If you arent familar with the suhl dont mass with it, get a good suhl gunsmith to set it up for you.
 
If it is like the Anschutz and I expect it is, It is a piece of cake. You should be able to get a replacement from wolf springs.
Just google them.
 
Disassembling the bolt on a Suhl 150-1 is fairly easy. Often, there is a lot of gunk built up around the firing pin spring and in the housing itself. Soaking the parts in a good solvent, then using compressed air, should clean things up to where the firing pin strikes will improve. One can also add a small booster spring between the back of firing pin and the bolt retaining cap. Replacing the firing pin spring on the Suhl requires some talent, plus a special tool, that one could fabricate from an old screwdriver. Aftermarket springs are available.
 
If this will be your first time disassembling a Suhl bolt, just remember to go slow! After removing the End Cap from the Bolt the biggest point to be aware of is: when sliding off the Side Shields, the last shield before the bolt handle also holds a detent pin and spring in place, and you don't want to loose either of these, so just be careful of what you are doing.
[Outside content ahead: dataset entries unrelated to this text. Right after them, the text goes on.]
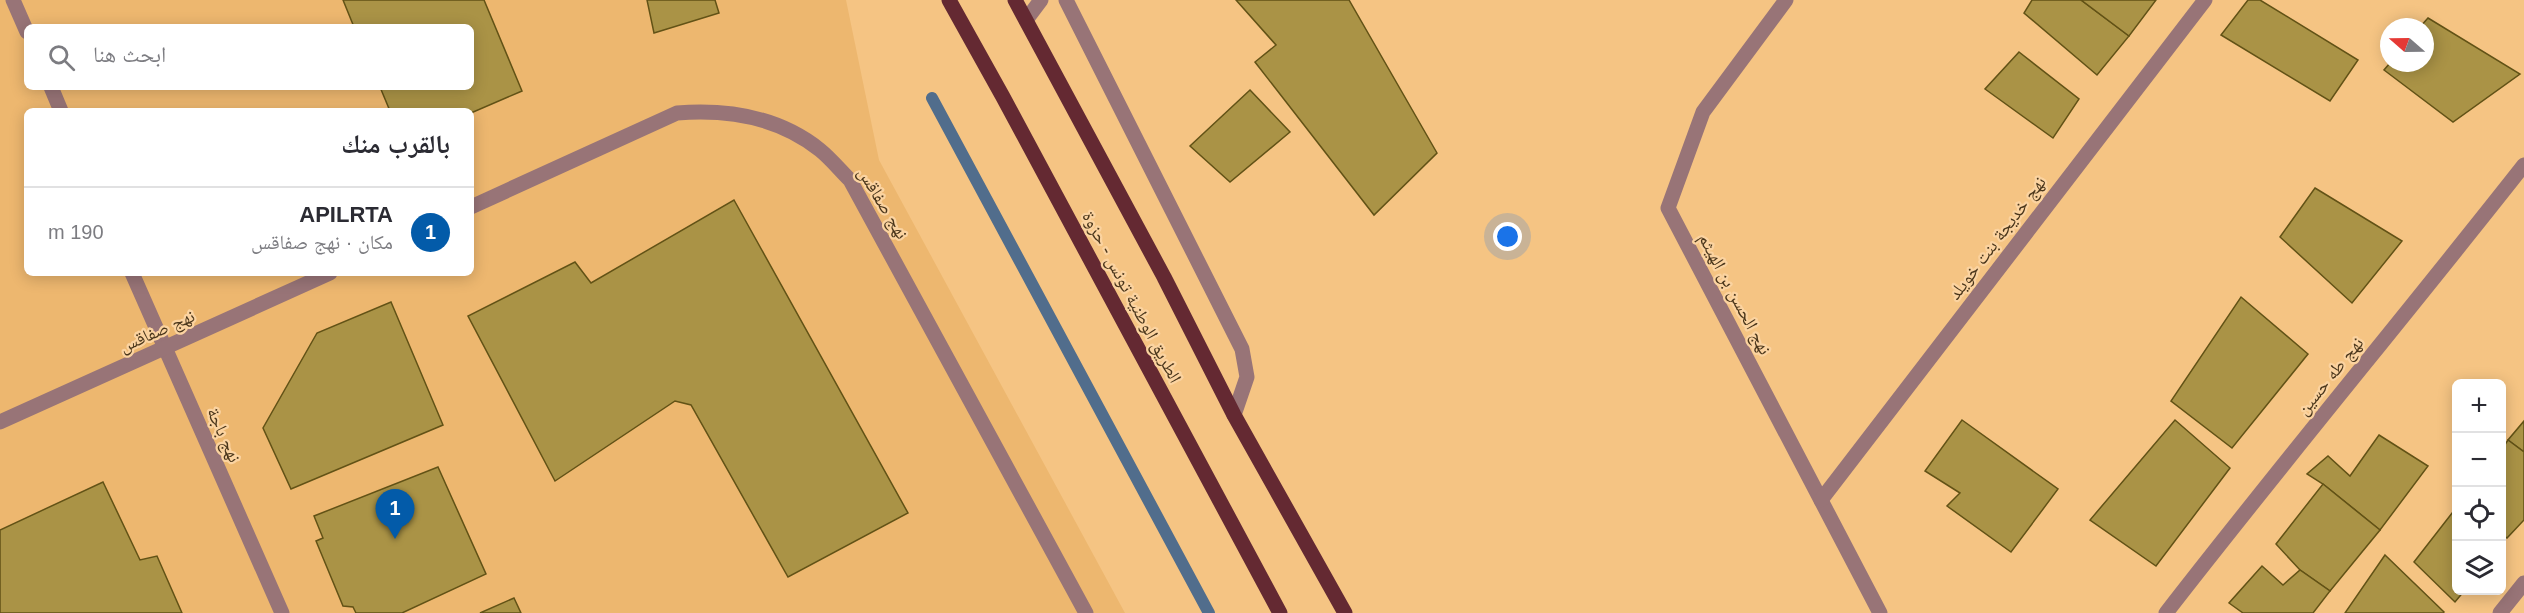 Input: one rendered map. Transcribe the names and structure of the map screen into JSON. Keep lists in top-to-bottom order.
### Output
{
  "streets": {
    "main road": ["الطريق الوطنية تونس - حزوة"],
    "street": [
      "نهج صفاقس",
      "نهج خديجة بنت خويلد",
      "نهج الحسن بن الهيثم",
      "نهج طه حسين",
      "نهج باجة"
    ]
  },
  "crossings": [
    ["نهج صفاقس", "نهج باجة"],
    ["نهج خديجة بنت خويلد", "نهج الحسن بن الهيثم"]
  ],
  "north": "left",
  "page": {
    "search": "ابحث هنا",
    "heading": "بالقرب منك",
    "list": [
      {
        "mark": "1",
        "name": "APILRTA",
        "note": "مكان · نهج صفاقس",
        "value": "190 m"
      }
    ],
    "map_buttons": ["+", "−"],
    "pins": "1"
  }
}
This part of the disassembly is no big deal, so don't hesitate to do it. Just watch out for the above mentioned and have a catch pad of some kind, like an envelope box top, under your work area. Once you've done it, you'll see just how easy it is and have no problems doing it in the future.
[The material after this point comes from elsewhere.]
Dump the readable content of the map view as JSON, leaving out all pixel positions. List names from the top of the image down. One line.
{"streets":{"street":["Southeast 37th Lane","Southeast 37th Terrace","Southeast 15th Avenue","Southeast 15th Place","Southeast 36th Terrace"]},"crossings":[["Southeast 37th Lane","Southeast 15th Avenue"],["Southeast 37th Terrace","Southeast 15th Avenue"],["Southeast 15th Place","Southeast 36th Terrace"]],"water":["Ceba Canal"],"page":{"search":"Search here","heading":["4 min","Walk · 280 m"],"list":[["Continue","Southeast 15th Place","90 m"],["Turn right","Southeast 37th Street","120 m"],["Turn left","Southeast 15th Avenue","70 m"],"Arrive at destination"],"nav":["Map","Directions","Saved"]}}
If you decide to continue on and perform the spring swap yourself, once you've pulled the Firing Pin Assembly out of the Bolt, but before starting its disassembly, mark down on a piece of paper how the Locking Nut on the end is positioned as you will want to return everything to the exact same position when done. You will need a small set of Locking Pliers in order to loosen the Lock Nut, a pair of Adjustable Plumbers Pliers to keep the Sear from turning while loosening the nut, a Slotted Flat Bar in order to compress the spring while both removing and reattaching the Sear (it's threaded and unscrews once the Lock Nut has been removed), and some sort of Vise to hold the Assembly while working on it, but not too tightly (just be very careful not to apply any side pressure to the firing pin when in the vise as you definitely don't want to bend, or worse yet, break it [I always wrap mine in a rag, plus use either wooden or rubber side blocks between the vise and pin]).

Go Slowly, and Good Luck!

Dave
 
Not a piece of cake, but also not impossible. There is a retaining nut on the back end of the pin body that is threaded on, and staked in place. You'll need to make a spanner to remove it.
You can make one out of an old screwdriver by grinding a notch in the center to straddle the pin body and then thin it to fit the two notches in retaining nut. Make sure when you put it back together that you have the same exact length from the cocking piece to the front of the pin where the stop is located. Use a dial caliper to measure it to begin with and use the same measurement when you reinstall the cocking piece. This allows it to stop in the front of the bolt. 1700 series Anschutz springs work fine as they come from the pack. No cutting required.
edit--Sorry Dave, you and I must have been posting at the same time.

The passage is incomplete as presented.